Exercise prompt:
All records, minus the pictures: write them out exactly.

[Records drawn from a dataset]
----------

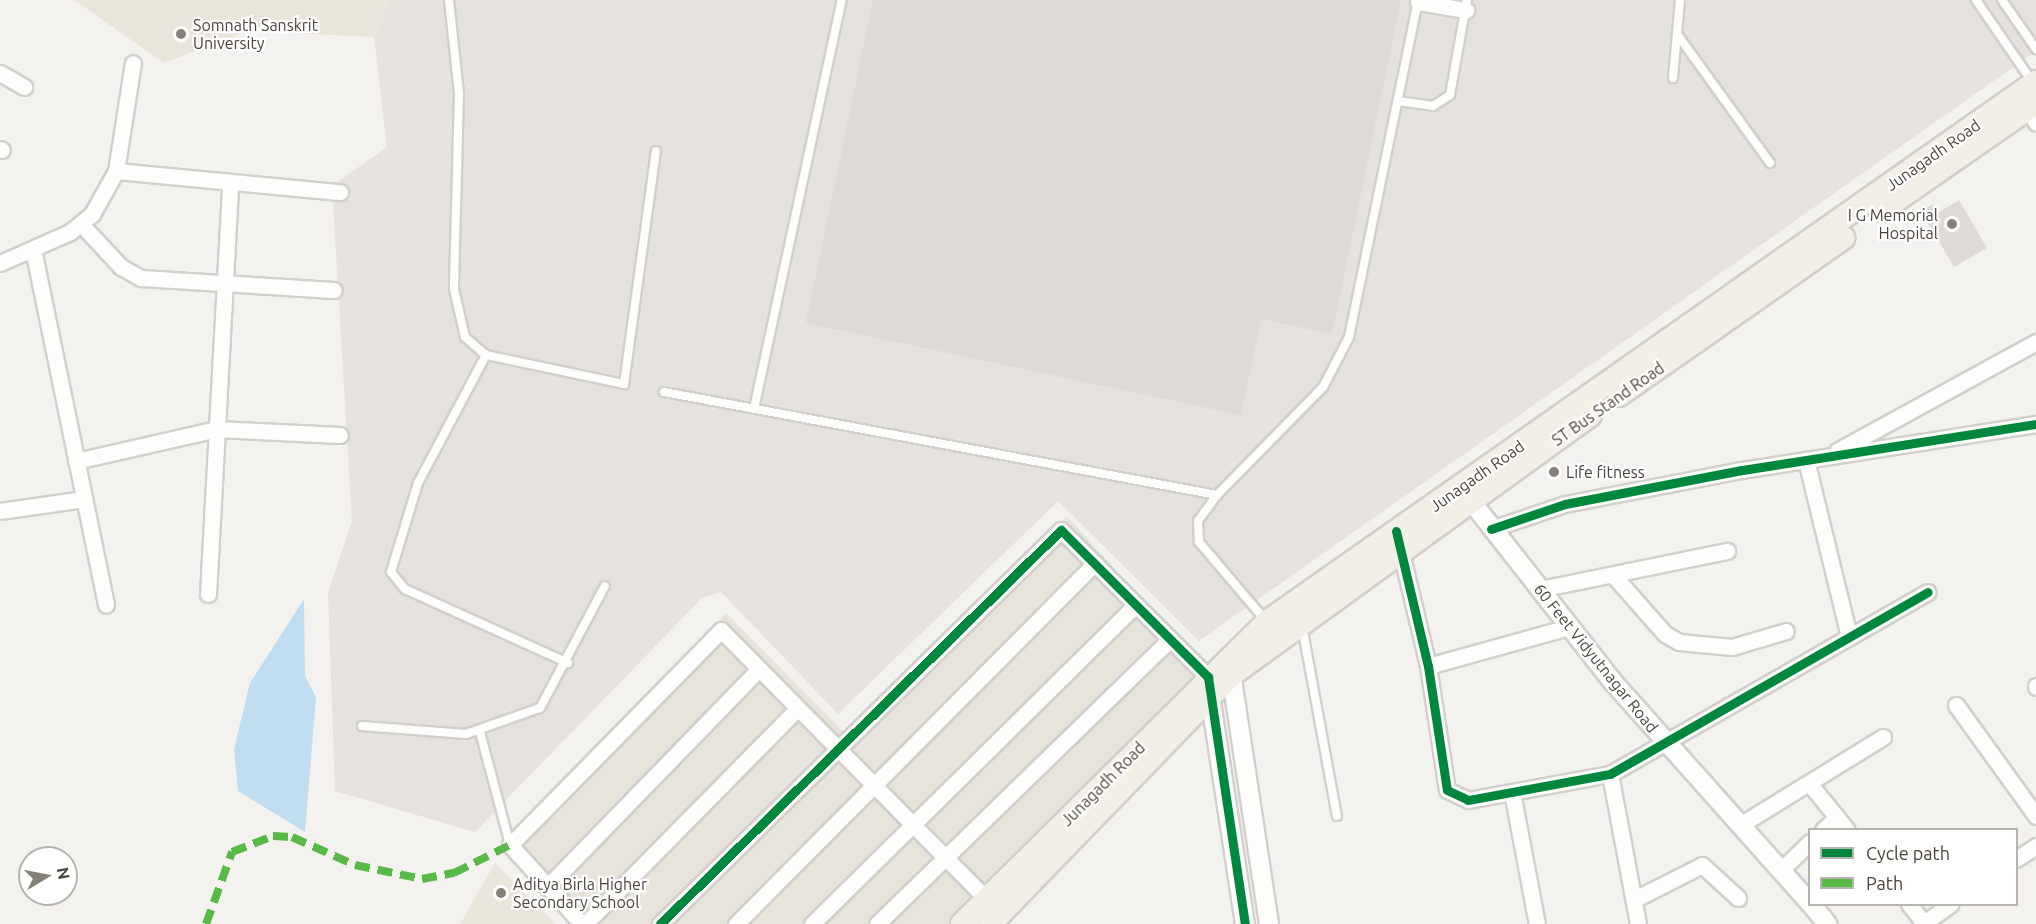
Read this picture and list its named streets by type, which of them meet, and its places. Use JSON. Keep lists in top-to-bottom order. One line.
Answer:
{"streets":{"main road":["Junagadh Road","ST Bus Stand Road"],"street":["60 Feet Vidyutnagar Road"]},"crossings":[["Junagadh Road","ST Bus Stand Road"],["Junagadh Road","60 Feet Vidyutnagar Road"],["ST Bus Stand Road","60 Feet Vidyutnagar Road"]],"places":["Somnath Sanskrit University","I G Memorial Hospital","Life fitness","Aditya Birla Higher Secondary School"],"legend":["Cycle path","Path"],"north":"right"}
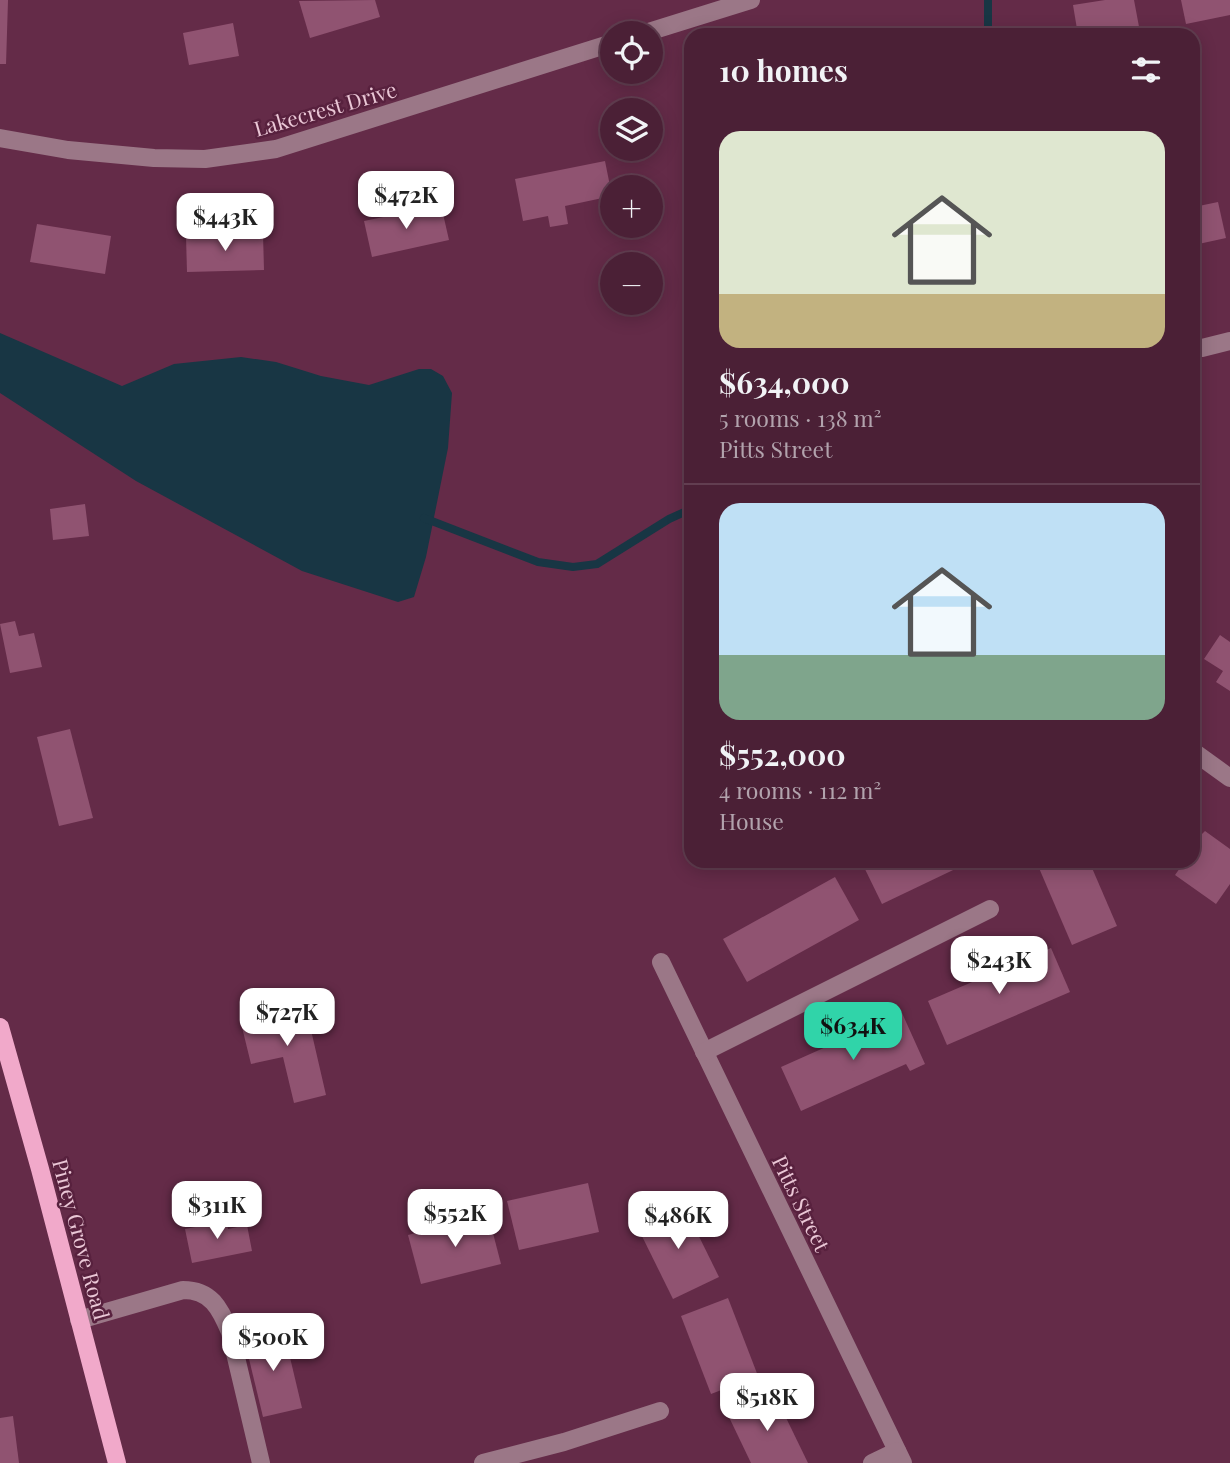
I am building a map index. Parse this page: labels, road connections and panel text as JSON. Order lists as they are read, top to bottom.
{
  "streets": {
    "main road": ["Piney Grove Road"],
    "street": ["Lakecrest Drive", "Pitts Street"]
  },
  "page": {
    "map_buttons": ["+", "−"],
    "heading": "10 homes",
    "list": [
      {
        "name": "$634,000",
        "note": "5 rooms · 138 m² · Pitts Street"
      },
      {
        "name": "$552,000",
        "note": "4 rooms · 112 m² · House"
      }
    ],
    "price": [
      "$472K",
      "$443K",
      "$243K",
      "$727K",
      "$634K",
      "$311K",
      "$552K",
      "$486K",
      "$500K",
      "$518K"
    ]
  }
}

----------

Worked solution:
Read this picture and list its named streets by type, which of them meet, and its places. Use JSON. Keep lists in top-to-bottom order. One line.
Answer:
{"streets":{"main road":["Junagadh Road","ST Bus Stand Road"],"street":["60 Feet Vidyutnagar Road"]},"crossings":[["Junagadh Road","ST Bus Stand Road"],["Junagadh Road","60 Feet Vidyutnagar Road"],["ST Bus Stand Road","60 Feet Vidyutnagar Road"]],"places":["Somnath Sanskrit University","I G Memorial Hospital","Life fitness","Aditya Birla Higher Secondary School"],"legend":["Cycle path","Path"],"north":"right"}
I am building a map index. Parse this page: labels, road connections and panel text as JSON. Order lists as they are read, top to bottom.
{
  "streets": {
    "main road": ["Piney Grove Road"],
    "street": ["Lakecrest Drive", "Pitts Street"]
  },
  "page": {
    "map_buttons": ["+", "−"],
    "heading": "10 homes",
    "list": [
      {
        "name": "$634,000",
        "note": "5 rooms · 138 m² · Pitts Street"
      },
      {
        "name": "$552,000",
        "note": "4 rooms · 112 m² · House"
      }
    ],
    "price": [
      "$472K",
      "$443K",
      "$243K",
      "$727K",
      "$634K",
      "$311K",
      "$552K",
      "$486K",
      "$500K",
      "$518K"
    ]
  }
}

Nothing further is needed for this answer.